Exercise input:
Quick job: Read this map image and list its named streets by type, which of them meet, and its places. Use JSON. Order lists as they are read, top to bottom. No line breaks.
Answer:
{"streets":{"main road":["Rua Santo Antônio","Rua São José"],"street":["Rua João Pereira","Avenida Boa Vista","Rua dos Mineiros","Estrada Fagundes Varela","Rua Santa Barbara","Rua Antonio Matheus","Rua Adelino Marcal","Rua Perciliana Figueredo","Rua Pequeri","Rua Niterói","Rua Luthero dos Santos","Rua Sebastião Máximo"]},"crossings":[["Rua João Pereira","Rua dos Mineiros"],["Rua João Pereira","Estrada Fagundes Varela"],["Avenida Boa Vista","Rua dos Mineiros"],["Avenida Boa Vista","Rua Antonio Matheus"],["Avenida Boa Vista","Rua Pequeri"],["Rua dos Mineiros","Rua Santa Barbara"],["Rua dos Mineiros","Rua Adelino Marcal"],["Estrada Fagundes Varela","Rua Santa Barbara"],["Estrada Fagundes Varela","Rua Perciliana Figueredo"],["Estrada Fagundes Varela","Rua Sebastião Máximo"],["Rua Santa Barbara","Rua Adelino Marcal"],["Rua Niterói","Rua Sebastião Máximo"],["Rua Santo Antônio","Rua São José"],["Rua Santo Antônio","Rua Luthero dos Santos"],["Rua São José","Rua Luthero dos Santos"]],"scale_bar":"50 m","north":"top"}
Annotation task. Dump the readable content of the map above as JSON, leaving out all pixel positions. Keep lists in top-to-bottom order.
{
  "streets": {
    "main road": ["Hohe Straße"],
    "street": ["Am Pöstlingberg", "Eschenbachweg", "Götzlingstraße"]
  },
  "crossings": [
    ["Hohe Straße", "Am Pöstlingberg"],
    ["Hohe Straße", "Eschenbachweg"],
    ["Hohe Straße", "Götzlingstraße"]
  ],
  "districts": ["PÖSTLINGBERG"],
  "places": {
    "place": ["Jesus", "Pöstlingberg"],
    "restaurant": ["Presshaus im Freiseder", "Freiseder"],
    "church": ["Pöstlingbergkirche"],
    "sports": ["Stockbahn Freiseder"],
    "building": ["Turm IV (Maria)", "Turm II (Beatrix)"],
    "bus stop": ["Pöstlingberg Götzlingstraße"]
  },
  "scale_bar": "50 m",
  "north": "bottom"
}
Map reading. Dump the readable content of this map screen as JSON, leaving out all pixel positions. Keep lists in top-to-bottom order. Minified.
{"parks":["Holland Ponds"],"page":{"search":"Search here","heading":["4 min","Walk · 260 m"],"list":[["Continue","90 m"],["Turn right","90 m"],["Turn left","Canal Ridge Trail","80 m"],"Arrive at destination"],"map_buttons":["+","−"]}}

The problem: Write out all the records above one more time, exactly.

Exercise output:
Quick job: Read this map image and list its named streets by type, which of them meet, and its places. Use JSON. Order lists as they are read, top to bottom. No line breaks.
Answer:
{"streets":{"main road":["Rua Santo Antônio","Rua São José"],"street":["Rua João Pereira","Avenida Boa Vista","Rua dos Mineiros","Estrada Fagundes Varela","Rua Santa Barbara","Rua Antonio Matheus","Rua Adelino Marcal","Rua Perciliana Figueredo","Rua Pequeri","Rua Niterói","Rua Luthero dos Santos","Rua Sebastião Máximo"]},"crossings":[["Rua João Pereira","Rua dos Mineiros"],["Rua João Pereira","Estrada Fagundes Varela"],["Avenida Boa Vista","Rua dos Mineiros"],["Avenida Boa Vista","Rua Antonio Matheus"],["Avenida Boa Vista","Rua Pequeri"],["Rua dos Mineiros","Rua Santa Barbara"],["Rua dos Mineiros","Rua Adelino Marcal"],["Estrada Fagundes Varela","Rua Santa Barbara"],["Estrada Fagundes Varela","Rua Perciliana Figueredo"],["Estrada Fagundes Varela","Rua Sebastião Máximo"],["Rua Santa Barbara","Rua Adelino Marcal"],["Rua Niterói","Rua Sebastião Máximo"],["Rua Santo Antônio","Rua São José"],["Rua Santo Antônio","Rua Luthero dos Santos"],["Rua São José","Rua Luthero dos Santos"]],"scale_bar":"50 m","north":"top"}
Annotation task. Dump the readable content of the map above as JSON, leaving out all pixel positions. Keep lists in top-to-bottom order.
{
  "streets": {
    "main road": ["Hohe Straße"],
    "street": ["Am Pöstlingberg", "Eschenbachweg", "Götzlingstraße"]
  },
  "crossings": [
    ["Hohe Straße", "Am Pöstlingberg"],
    ["Hohe Straße", "Eschenbachweg"],
    ["Hohe Straße", "Götzlingstraße"]
  ],
  "districts": ["PÖSTLINGBERG"],
  "places": {
    "place": ["Jesus", "Pöstlingberg"],
    "restaurant": ["Presshaus im Freiseder", "Freiseder"],
    "church": ["Pöstlingbergkirche"],
    "sports": ["Stockbahn Freiseder"],
    "building": ["Turm IV (Maria)", "Turm II (Beatrix)"],
    "bus stop": ["Pöstlingberg Götzlingstraße"]
  },
  "scale_bar": "50 m",
  "north": "bottom"
}
Map reading. Dump the readable content of this map screen as JSON, leaving out all pixel positions. Keep lists in top-to-bottom order. Minified.
{"parks":["Holland Ponds"],"page":{"search":"Search here","heading":["4 min","Walk · 260 m"],"list":[["Continue","90 m"],["Turn right","90 m"],["Turn left","Canal Ridge Trail","80 m"],"Arrive at destination"],"map_buttons":["+","−"]}}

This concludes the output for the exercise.